Back in May, we stayed at an agriturismo near Bologna where I ended up ordering the same thing for dinner every night: il piatto del verdurone. Not Alessandra's velvety ricotta tortelloni, not the fried goose egg, not the rosemary roast pork. Every night, I re-ordered the vegetable plate. These vegetables had been harvested from their farm that morning, boiled or baked, then doused in olive oil and salt. No herbs, no crumbled fried prosciutto, no garlic even. Asparagus: boil, oil, salt. Beets: boil, oil, salt. Zucchini: bake, oil, salt. So on and so forth. A to Z.
I plowed through three dinners' worth of vegetables, each night feeling the exact same sense of disbelief. How can these be so delicious? What did they do to them? What magic is at work to make boiled vegetables taste so good? But I think there wasn't any magic. I mean, the punchline to this story isn't a surprise. So choose whatever tagline you prefer: Buy Local/Know Your Farmer/Eat Seasonally. (Now make whatever face you make whenever you've said something blindingly obvious but true nevertheless.)
What still astounds me, however, is how good a vegetable can taste when it tastes like itself.
When a beet tastes sweet and a little bit minerally, so tender it glides against your teeth? That's delicious. When a potato is creamy and buttery without the addition of cream and butter, but because it simply is? That, too, is delicious.
I often forget that when I treat something with genuine respect, it reveals itself in beautiful ways. But respect is no simple matter! It can actually take a bit of work. It means finding honest vegetables grown by farmers or friends, paying for them without resentment, using them within a day or two, and cooking them with care. Does that sound like no big deal? For this dinner, it meant signing up for the CSA months ahead of time and paying a few hundred dollars up front. It meant juggling our Tuesday afternoon schedules and asking Kevin to leave work a few minutes early so he could make it out to the farm to do the pick up. It meant committing to cook what was fresh in our fridge the next day instead of getting take out. So in truth, respecting my food happens much more rarely than I'd like.
My normal is more like this: drive five blocks to the No Frills grocer to buy the California broccoli that's on special for a dollar a pound, forget said broccoli in the fridge for a couple weeks, then perform a rescue operation by cutting off everything that looks a little sad and drowning the rest in salt/garlic/cheese/lemon/anchovies, then roast the hell out of it in the oven and hope for the best. Too often, my dinners are the product of busy lives, inattention, and a broken food system.
In truth, I think that respecting food often requires either sacrifice (time, money, effort, knowledge) or privilege (the luxury of time, money, effort, knowledge). But when those things are available, and I spend an hour trimming and washing my produce, when I have olive oil in my cupboard from a friend of a friend, when I've read Adler's book An Everlasting Meal and her philosophy on warm, freshly boiled vegetables, then I get a dinner like in the photo.
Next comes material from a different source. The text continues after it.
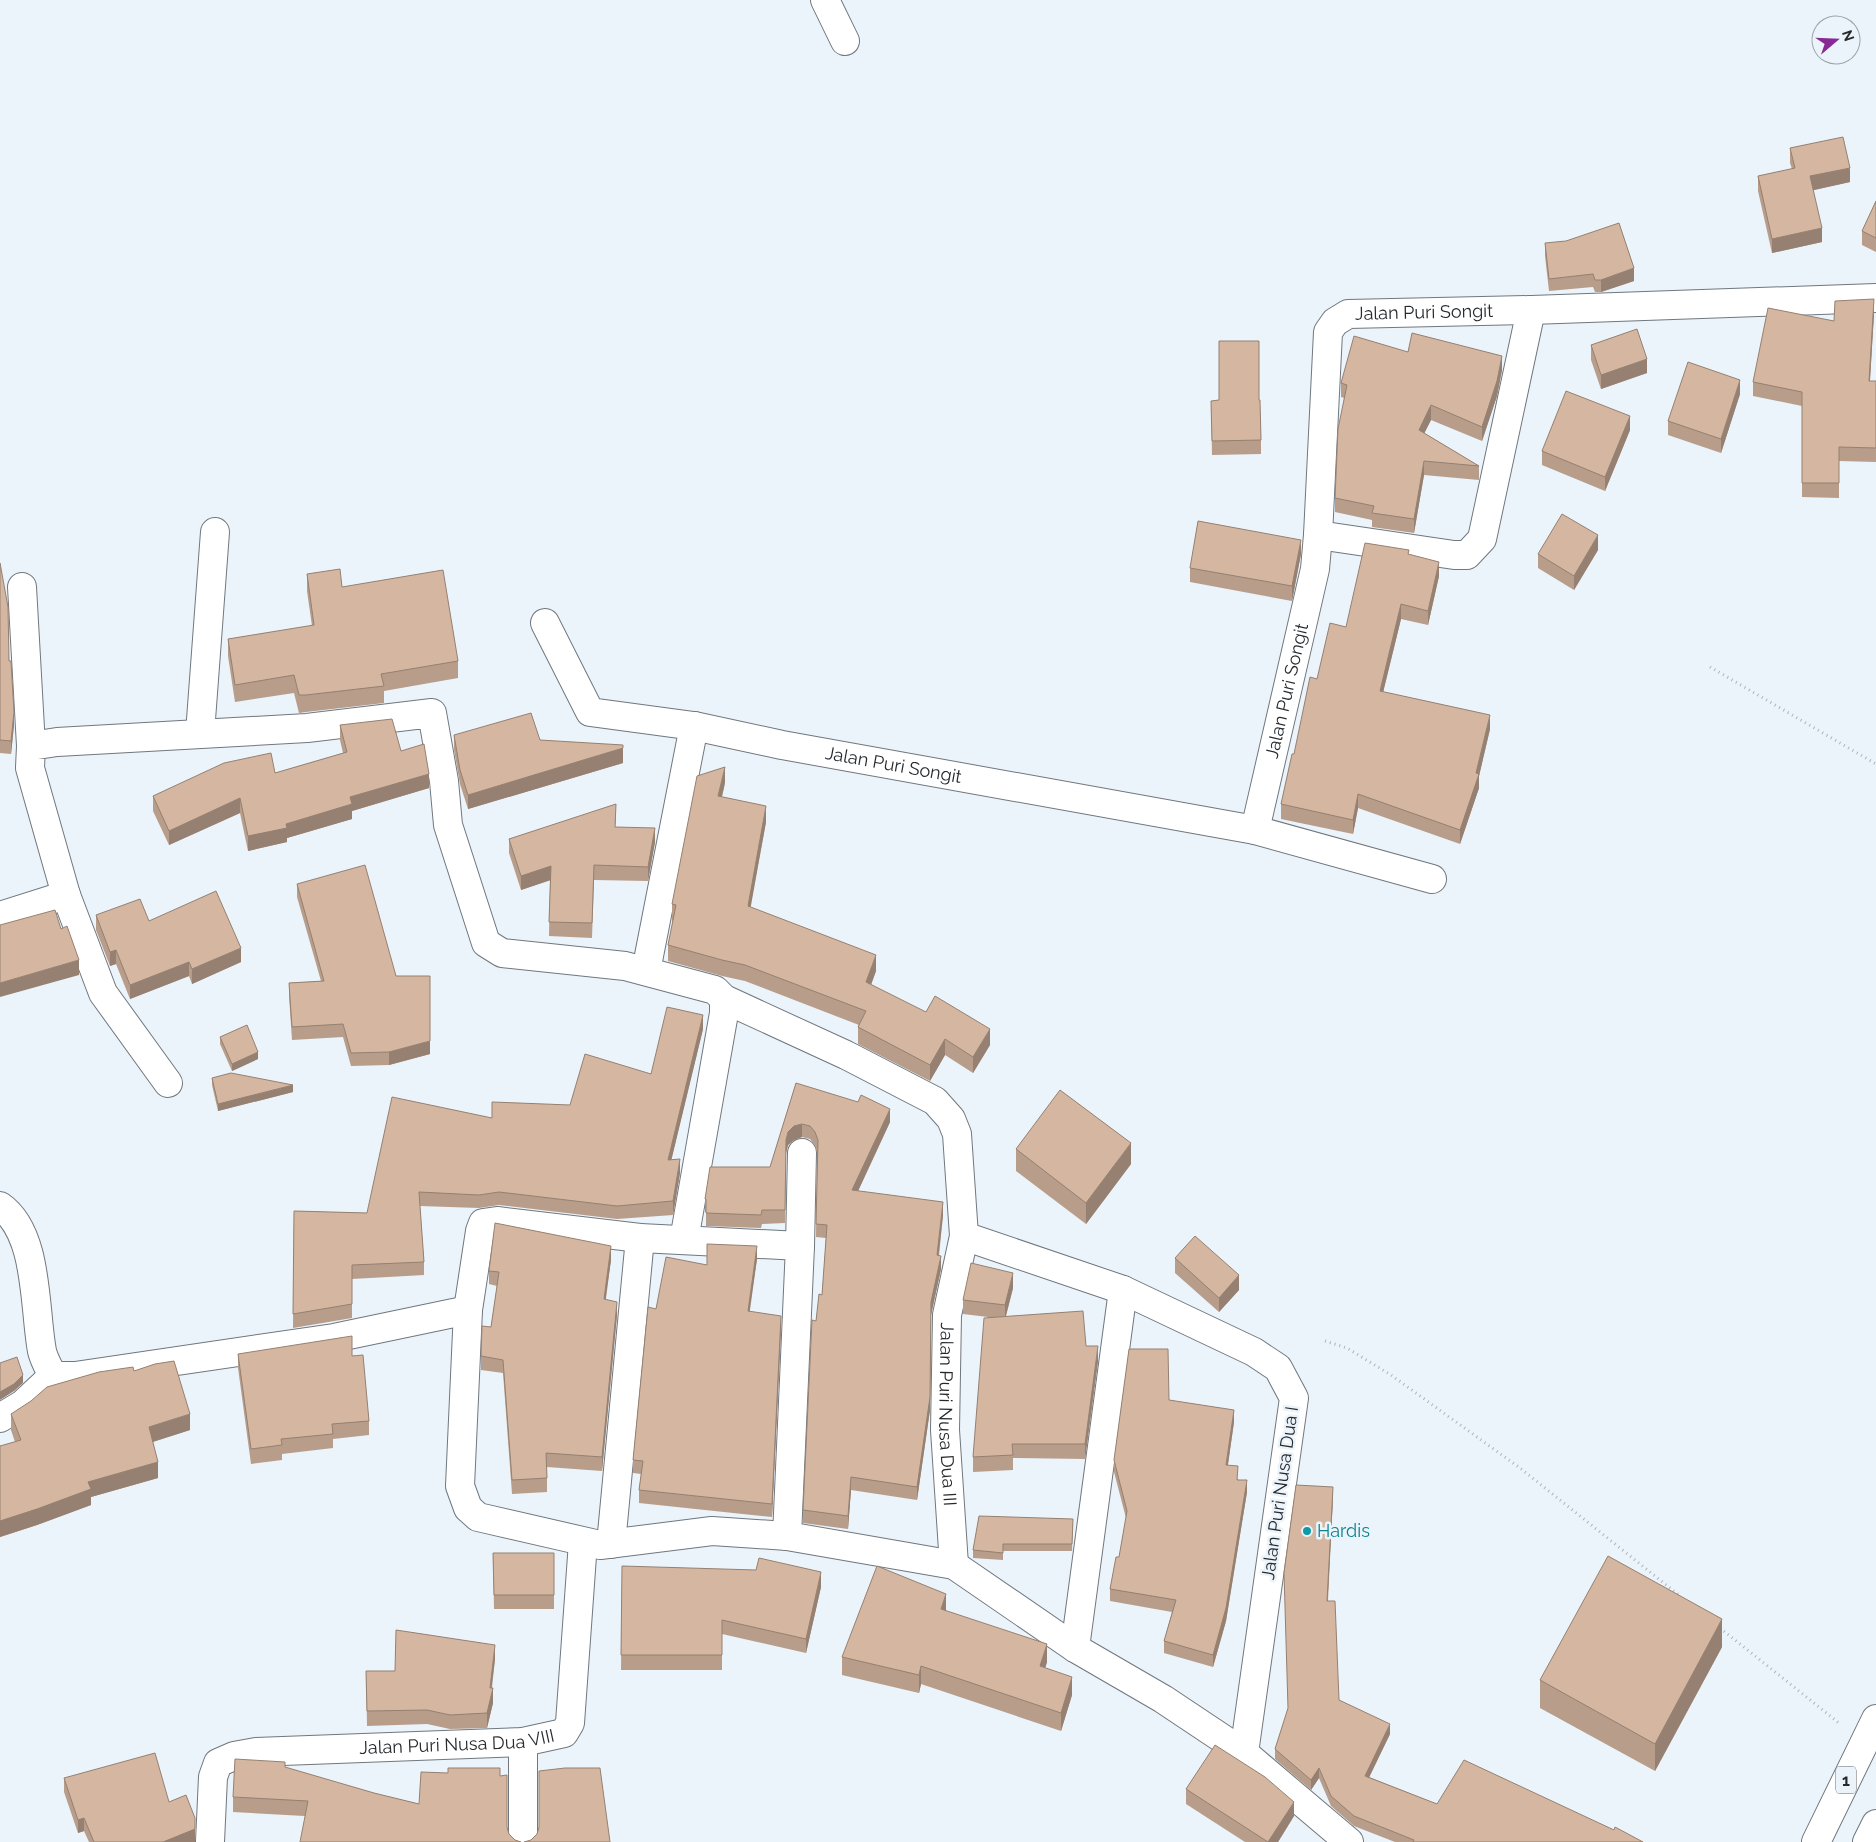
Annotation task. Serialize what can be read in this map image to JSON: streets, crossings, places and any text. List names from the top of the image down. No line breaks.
{"streets":{"main road":["Jalan Puri Songit","Jalan Puri Nusa Dua III","Jalan Puri Nusa Dua I","Jalan Puri Nusa Dua VIII","1"]},"crossings":[["Jalan Puri Nusa Dua III","Jalan Puri Nusa Dua I"]],"places":["Hardis"],"north":"right"}
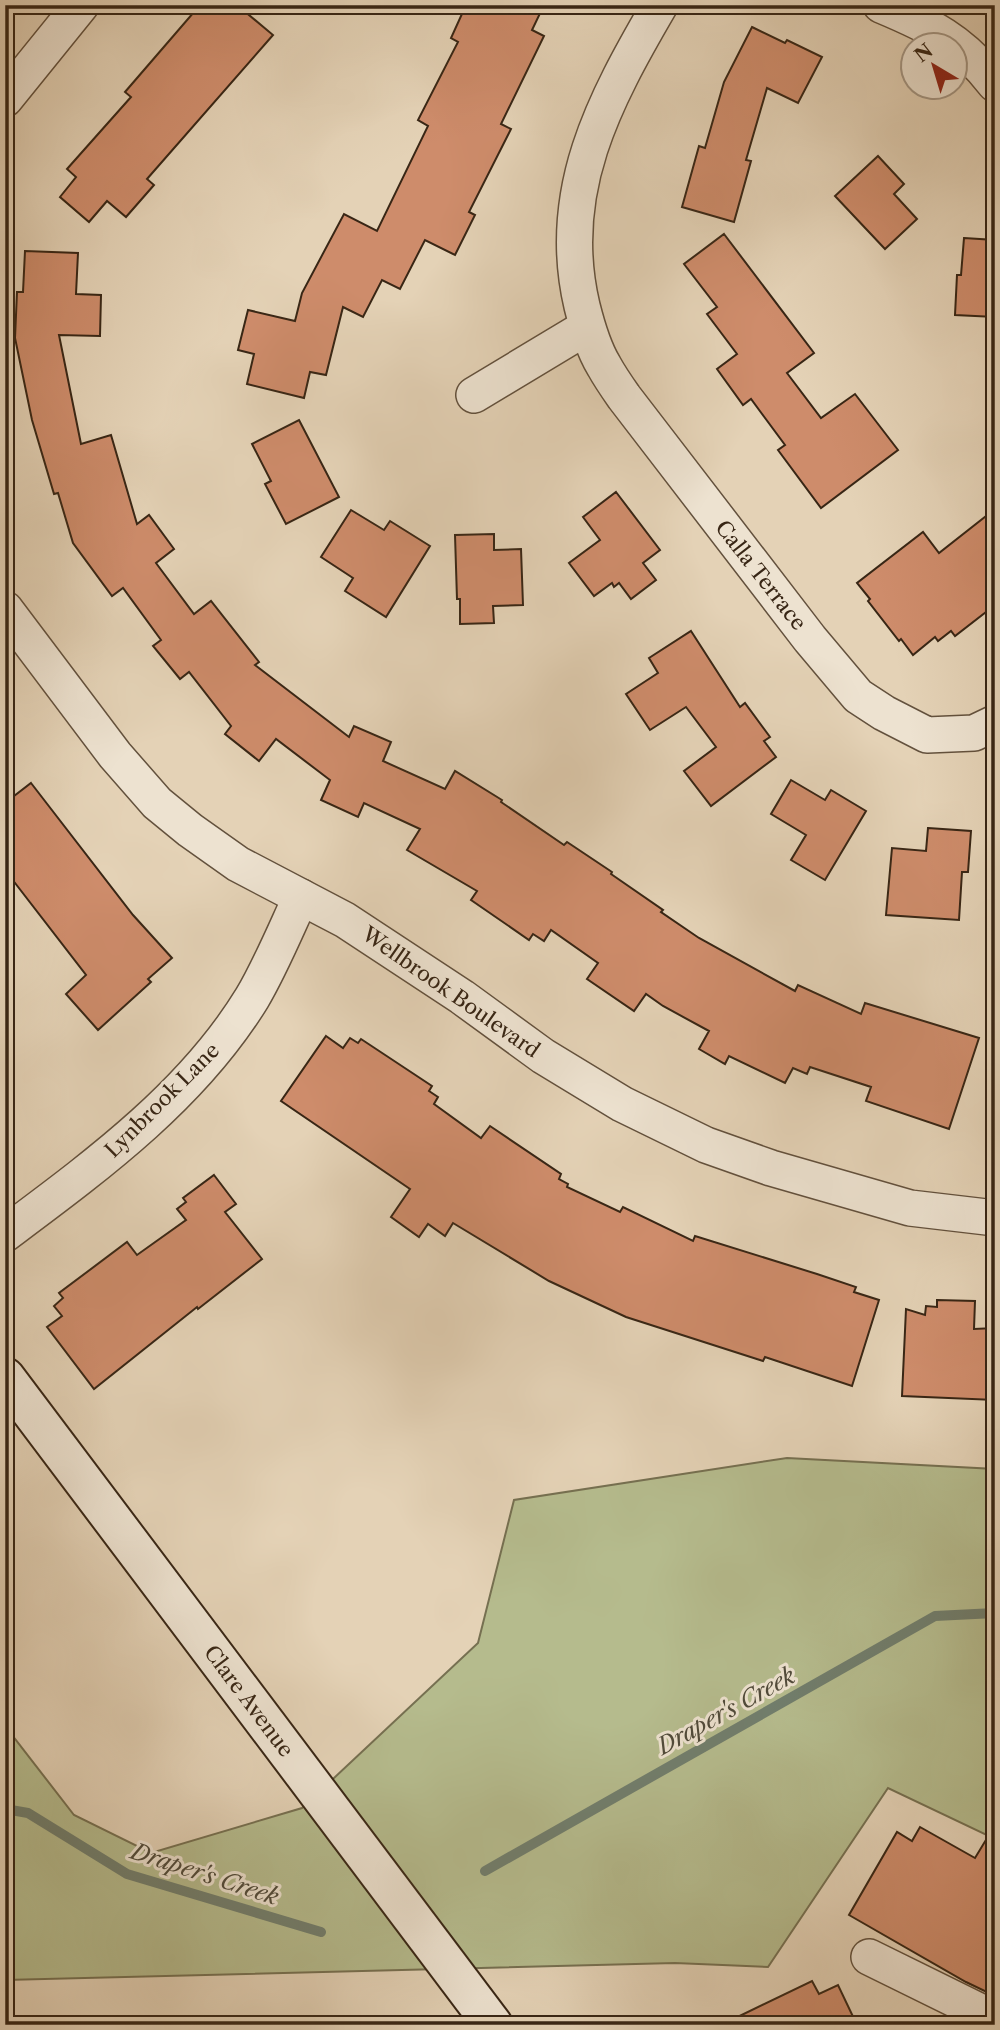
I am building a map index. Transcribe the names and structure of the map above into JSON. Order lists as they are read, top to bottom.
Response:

And even as I wish they were more normal, these rare, lovely dinners spark my imagination for how life could be: respectful to the eaters, the farmers, the vegetables, indeed, to Creation. Dinner was merely boiled in a pot of salted water and served with oil and bread, but halfway through his meal, Kevin looked up from his plate and grinned. In between bites of silken beet greens and freshly dug potatoes, he declared, "Let's boil EVERYTHING."